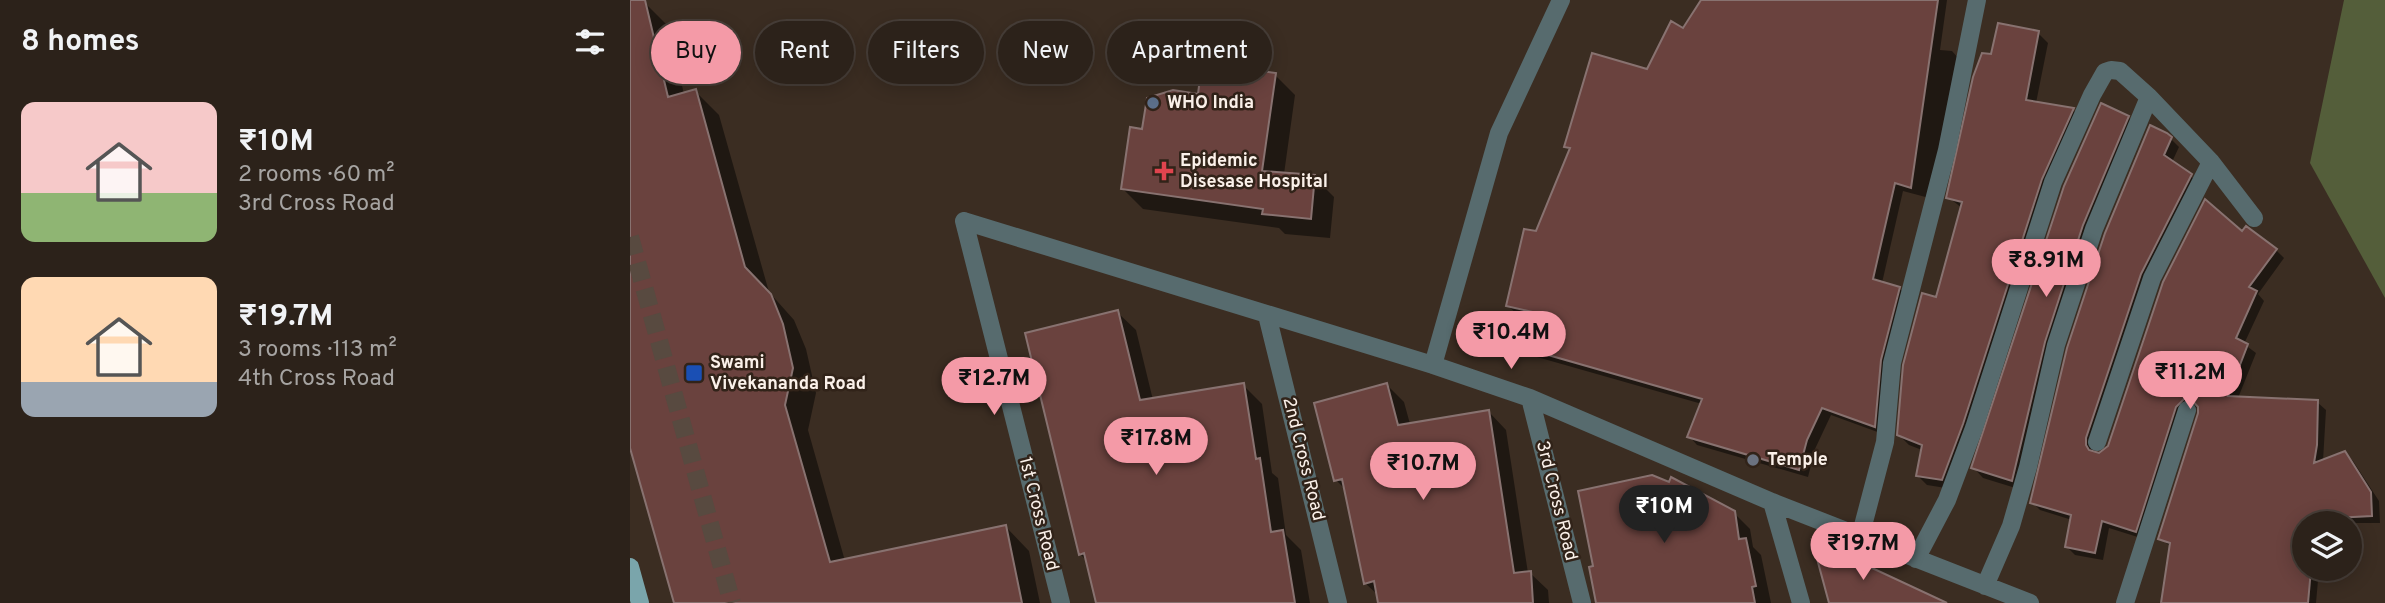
<!DOCTYPE html>
<html lang="en">
<head>
<meta charset="utf-8">
<style>
	:root { --surface:#2c221a; --page:#342a23; --text:#f1f3f6; --muted:#a6a4a2; --line:#483f39; --accent:#f49aa7 }
	body { margin:0; font-family:Overpass,sans-serif; background:var(--page); color:var(--text); height:100vh; display:flex; flex-direction:column; font-size:26px; white-space:nowrap }
	* { box-sizing:border-box; margin:0 }
	p { font-size:23px; color:var(--muted) }
	.icon { flex:none; width:38px; height:38px; fill:none; stroke:currentColor; stroke-width:2; stroke-linecap:round; stroke-linejoin:round }
	.map { position:relative; flex:1; overflow:hidden }
	.side { display:flex; flex-direction:column; background:var(--surface); width:630px }
	.side>* { flex:none }
	.banner { position:absolute; left:21px; top:21px; width:665px; height:63px; display:flex; gap:14px }
	.tools { position:absolute; left:1662px; top:511px; display:grid; gap:14px }
	.tools a { display:grid; place-items:center; width:70px; height:70px; border-radius:50%; background:var(--surface); box-shadow:0 4px 18px #0003,0 0 0 2px var(--line); font-size:35px }
	.price { position:absolute; translate:-50% -60px; padding:0 16px; border-radius:24px; background:var(--accent); color:#111; font-size:23px; line-height:46px; filter:drop-shadow(0 2px 4px #0008) }
	.price::after { content:''; position:absolute; left:50%; top:42px; width:21px; height:16px; margin-left:-10px; background:inherit; clip-path:polygon(0 0,100% 0,50% 100%) }
	.price.active { background:#222; color:#fff }
	ul { padding:0; list-style:none }
	li { display:flex; align-items:center; gap:21px; height:175px; padding:0 21px }
	li span { display:grid; place-items:center; flex:none; width:196px; height:140px; border-radius:14px; color:#555 }
	li>.icon { margin-inline-start:auto }
	span .icon { width:84px; height:84px; fill:#fffc; stroke-width:1 }
	li b { font-size:30px }
	h2 { display:flex; justify-content:space-between; align-items:center; height:84px; padding:0 21px; font-size:30px }
	.chip { padding:0 24px; border-radius:32px; background:var(--surface); box-shadow:0 4px 18px #0003,0 0 0 2px var(--line); font-size:24px; line-height:63px }
	.chip.active { background:var(--accent); color:#111 }
	main { display:flex; flex:1; min-height:0 }
	.map>svg:first-child { display:block }
</style>
</head>
<body>
<main>
<section class="side">
<h2>8 homes<svg class="icon" aria-label="filters" viewBox="0 0 24 24"><path d="M4 7h16M4 17h16"/><circle cx="9" cy="7" r="2"/><circle cx="15" cy="17" r="2"/></svg></h2>
<ul>
<li><span style="background:linear-gradient(#f6c9c9 65%,#8fb573 0)"><svg class="icon" aria-label="home" viewBox="0 0 24 24"><path d="M3 11l9-7 9 7M6 9v11h12V9"/></svg></span><div><b>₹10M</b><p>2 rooms · 60 m²</p><p>3rd Cross Road</p></div></li>
<li><span style="background:linear-gradient(#ffd9b3 75%,#9aa5b1 0)"><svg class="icon" aria-label="home" viewBox="0 0 24 24"><path d="M3 11l9-7 9 7M6 9v11h12V9"/></svg></span><div><b>₹19.7M</b><p>3 rooms · 113 m²</p><p>4th Cross Road</p></div></li>
</ul>
</section>
<div class="map">
<svg width="1755" height="603" viewBox="0 0 1755 603">
	<rect width="100%" height="100%" fill="#3b2d22"/>
	<!-- forest -->
	<path fill="#545e3a" d="M1714 0H1755V298L1680 163Z"/>
	<!-- shadow -->
	<path fill="#0007" d="M0 0 14 2 38 26 54 94 65 91 89 115 139 292 164 320 176 349 186 393 178 430 215 561 376 527 399 551 410 603H46L0 443Z
		M1073 0H1317L1310 50 1322 51 1330 60 1303 199 1273 191 1252 283 1269 288 1278 297 1253 434 1201 415 1185 449 1178 477 1067 445 1059 436 1072 404 907 357 899 349 907 318 887 314 878 306 941 151 936 146 1018 71 1054 30Z
		M1408 33 1418 43 1406 103 1443 110 1453 119 1322 489 1297 485 1287 475 1292 450 1279 445 1269 435 1332 208 1318 197Z
		M645 75 665 95 654 174 684 177 704 197 700 238 655 234 649 228 513 209 492 188 514 131 569 96Z
		M1498 117 1508 127 1463 236 1392 490 1353 478 1343 467Z
		M1536 134 1549 147 1542 162 1569 183 1464 447 1465 453 1469 455 1479 447 1612 234 1646 250 1654 258 1628 294 1634 301 1614 344 1626 353 1608 398 1687 402 1696 410 1693 461 1715 453 1723 461 1749 501 1750 523H1675V569H1689L1686 603H1533L1541 547 1530 538 1570 414 1568 408 1563 406 1514 539 1479 528 1473 560 1445 555 1437 547 1442 520 1410 510 1402 502Z
		M487 312 506 330 523 400 613 385 632 404 642 473 648 478 656 535 671 550 680 603H468L458 562 450 554Z
		M757 385 774 402 780 424 859 412 876 430 898 573H900L918 590 919 603H750L749 596 735 583 716 490 706 480Z
		M1104 513 1120 529 1123 547 1131 555 1141 603H968Z"/>
	<!-- building -->
	<path fill="#6a423e" stroke="#887270" stroke-width="2" d="M0 0H15L38 97 66 89 115 267 141 294 153 324 163 368 155 405 200 562 376 525 392 603H44L0 448Z
		M1071 0H1308L1281 188 1265 183 1243 279 1270 287 1251 360 1245 427 1192 408 1177 440 1169 470 1057 437 1072 399 897 349 907 313 876 306 894 229 906 231 940 148 934 147 962 53 1017 69 1041 21 1053 28Z
		M1368 23 1409 31 1396 100 1444 108 1412 179 1333 424 1312 480 1286 476 1292 445 1267 435 1273 365 1292 293 1306 297 1332 202 1316 198 1343 77 1352 53 1361 54Z
		M572 63 646 73 632 171 685 175 681 219 632 214 633 209 491 189 500 127 512 129 517 98 543 90 568 94Z
		M1471 103 1499 116 1453 225 1415 342 1382 481 1341 468 1434 186Z
		M1520 125 1537 133 1542 137 1534 155 1562 174 1511 274 1456 438V445L1459 450 1469 453 1478 446 1533 282 1575 199 1612 231 1616 226 1647 249 1619 287 1627 291 1606 338 1618 344 1598 396 1688 400 1687 445 1684 463 1715 451 1741 492 1742 516 1685 519 1686 523H1675V569H1681L1678 603H1531L1540 543 1528 539 1568 413V407L1561 399H1554L1546 407 1506 532 1472 521 1465 553 1435 547 1441 515 1400 503 1437 348 1475 233Z
		M488 310 510 400 614 383 626 459 630 458 641 532 653 530 665 603H466L454 553 449 555 395 333Z
		M757 383 768 425 859 410 884 573 901 571 903 603H748L744 581 734 584 712 479 704 481 684 403Z
		M1022 475 1039 482 1041 477 1105 511 1109 539 1116 538 1126 586 1122 587 1125 603H966L959 567 963 566 948 491Z
		M1182 540 1317 603H1199Z"/>
	<g fill="none" stroke-linecap="round" stroke-linejoin="round">
		<!-- minor-tunnel -->
		<path stroke="#584a40" stroke-width="18" stroke-dasharray="18 9" stroke-linecap="butt" d="M0 237 102 603"/>
		<!-- minor -->
		<path stroke="#576b6e" stroke-width="18" d="M334 221 803 365 900 398 1142 502 1400 603
			M334 221 431 603
			M637 315 708 603
			M803 365 869 133 931 0
			M900 398 952 603
			M1467 442 1522 278 1581 162
			M1142 502 1171 603
			M1230 537 1255 442 1262 363 1317 150 1347 0
			M1286 559 1317 500 1344 428 1423 182 1462 95 1475 72 1481 70 1490 71 1519 97 1581 162 1624 218
			M1355 586 1381 526 1398 467 1426 345 1464 229 1519 97
			M1495 603 1557 410"/>
		<!-- major -->
		<path stroke="#7aa5ab" stroke-width="18" d="M0 567 10 603"/>
	</g>
	<!-- markers -->
	<circle fill="#5c6f8a" stroke="#312319" stroke-width="2.5" cx="523" cy="103" r="7"/>
	<path fill="#e0444e" stroke="#312319" stroke-width="2.5" d="M530.5 160.5h7v7h7v7h-7v7h-7v-7h-7v-7h7z"/>
	<rect fill="#1a4fb4" stroke="#312319" stroke-width="2.5" x="55" y="364" width="18" height="18" rx="3.5"/>
	<circle fill="#6b7280" stroke="#312319" stroke-width="2.5" cx="1123" cy="460" r="7"/>
	<g text-anchor="middle" dominant-baseline="central" stroke-width="5" stroke-linejoin="round" paint-order="stroke">
		<!-- poi labels -->
		<g font-size="18" font-weight="bold" fill="#fbf1ea" stroke="#312319" text-anchor="start">
			<text x="537" y="103">WHO India</text>
			<text x="550" y="161">Epidemic<tspan x="550" dy="21">Disesase Hospital</tspan></text>
			<text x="80" y="363">Swami<tspan x="80" dy="21">Vivekananda Road</tspan></text>
			<text x="1137" y="460">Temple</text>
		</g>
		<!-- street labels -->
		<g font-size="18" fill="#fbf1ea" stroke="#312319">
			<text transform="translate(673 459) rotate(76)">2nd Cross Road</text>
			<text transform="translate(926 501) rotate(76)">3rd Cross Road</text>
			<text transform="translate(408 514) rotate(76)">1st Cross Road</text>
		</g>
	</g>
</svg>
<div class="tools">
<a><svg class="icon" aria-label="layers" viewBox="0 0 24 24"><path d="M12 4l9 5-9 5-9-5zM3 14l9 5 9-5"/></svg></a>
</div>
<b class="price" style="left:1416px;top:299px">₹8.91M</b>
<b class="price" style="left:881px;top:371px">₹10.4M</b>
<b class="price" style="left:1560px;top:411px">₹11.2M</b>
<b class="price" style="left:364px;top:417px">₹12.7M</b>
<b class="price" style="left:526px;top:477px">₹17.8M</b>
<b class="price" style="left:793px;top:502px">₹10.7M</b>
<b class="price active" style="left:1034px;top:545px">₹10M</b>
<b class="price" style="left:1233px;top:582px">₹19.7M</b>
<div class="banner">
<a class="chip active">Buy</a>
<a class="chip">Rent</a>
<a class="chip">Filters</a>
<a class="chip">New</a>
<a class="chip">Apartment</a>
</div>
</div>
</main>
</body>
</html>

Problem to work on: Leave the pictures out and output exactly the lines above, from the start of the listing through the line with "--surface:#2c221a; --page:#342a23; --text:#f1f3f6;".

Output:
<!DOCTYPE html>
<html lang="en">
<head>
<meta charset="utf-8">
<style>
	:root { --surface:#2c221a; --page:#342a23; --text:#f1f3f6; --muted:#a6a4a2; --line:#483f39; --accent:#f49aa7 }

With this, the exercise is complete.